Planning Advice Note 67: housing quality
Planning Advice Note (PAN) 67 explains how Designing Places should be applied to new housing.
This document is part of a collection
Planning Advice Note PAN 67 Housing Quality
Urban design toolkit
A key element in achieving improved quality in new housing is through greater use of the urban design toolkit. The toolkit consists of a range of guidance or documents which can be used by local authorities and developers, to help improve the process by which to achieve good quality urban design.
Urban design frameworks
These should be prepared for any area where the likelihood of significant change calls for co-ordinated action. It often covers an area only part of which is likely to be developed in the near future. Urban design frameworks are used to co-ordinate more detailed development briefs and master plans. They can be used for areas such as or areas such as urban quarters, regeneration areas, town centres, urban edges, conservation areas, villages and new settlements.
A development brief is a document providing guidance on how a specific site of significant size or sensitivity should be developed in line with the relevant planning and design policies. It is for sites on which development is likely to have a significant impact; where development or design requirements need to be made explicit, or on particularly sensitive sites. For example, in a conservation area, next to listed buildings, or part of a prominent view.
A master plan is a document that charts the master planning process and explains how a site or series of sites will be developed. It will describe how the proposal will be implemented, and set out the costs, phasing and timing of development. A master plan will usually be prepared by or on behalf of an organisation that owns the site or controls the development process. Master plans will be required for small sensitive sites, such as those in or close to conservation areas, and larger sites within or on the edge of settlements.
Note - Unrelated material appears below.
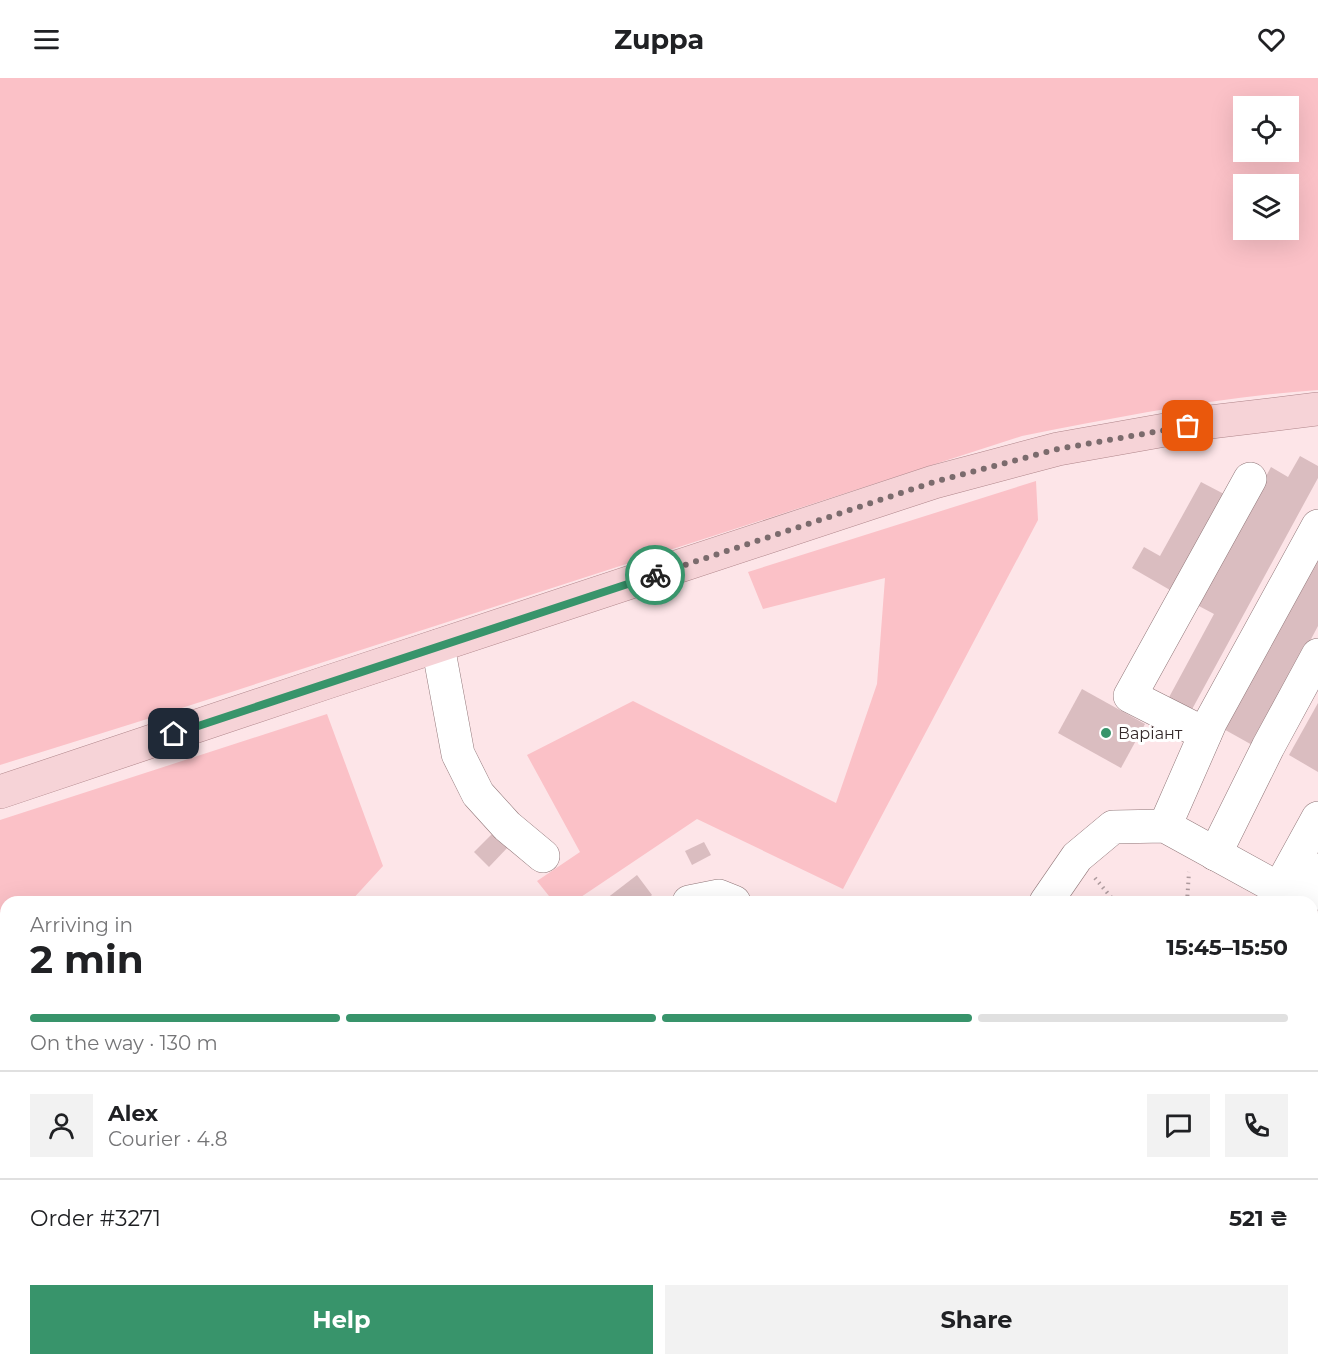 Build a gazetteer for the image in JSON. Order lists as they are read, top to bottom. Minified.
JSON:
{"places":["Варіант"],"page":{"header":"Zuppa","heading":["2 min","Arriving in","15:45–15:50"],"panel":["Alex","Courier · 4.8","Order #3271","521 ₴"],"bar":"On the way · 130 m","buttons":["Help","Share"]}}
A design guide provides guidance on how development can be carried out in accordance with the development plan, or sometimes with the planning and design policies of some other organisation. A local authority design guide will often relate to a specific topic such as conservation areas, shop fronts or house extensions.
A design statement should explain and illustrate the design principles and design concept in the terms of the proposed layout; landscape; scale and mix; details and materials; and maintenance. It should show, as briefly as necessary, how these will help to achieve the qualities identified in Designing Places.
Design competitions have a role in encouraging inspirational design and can be used for particularly important or sensitive sites.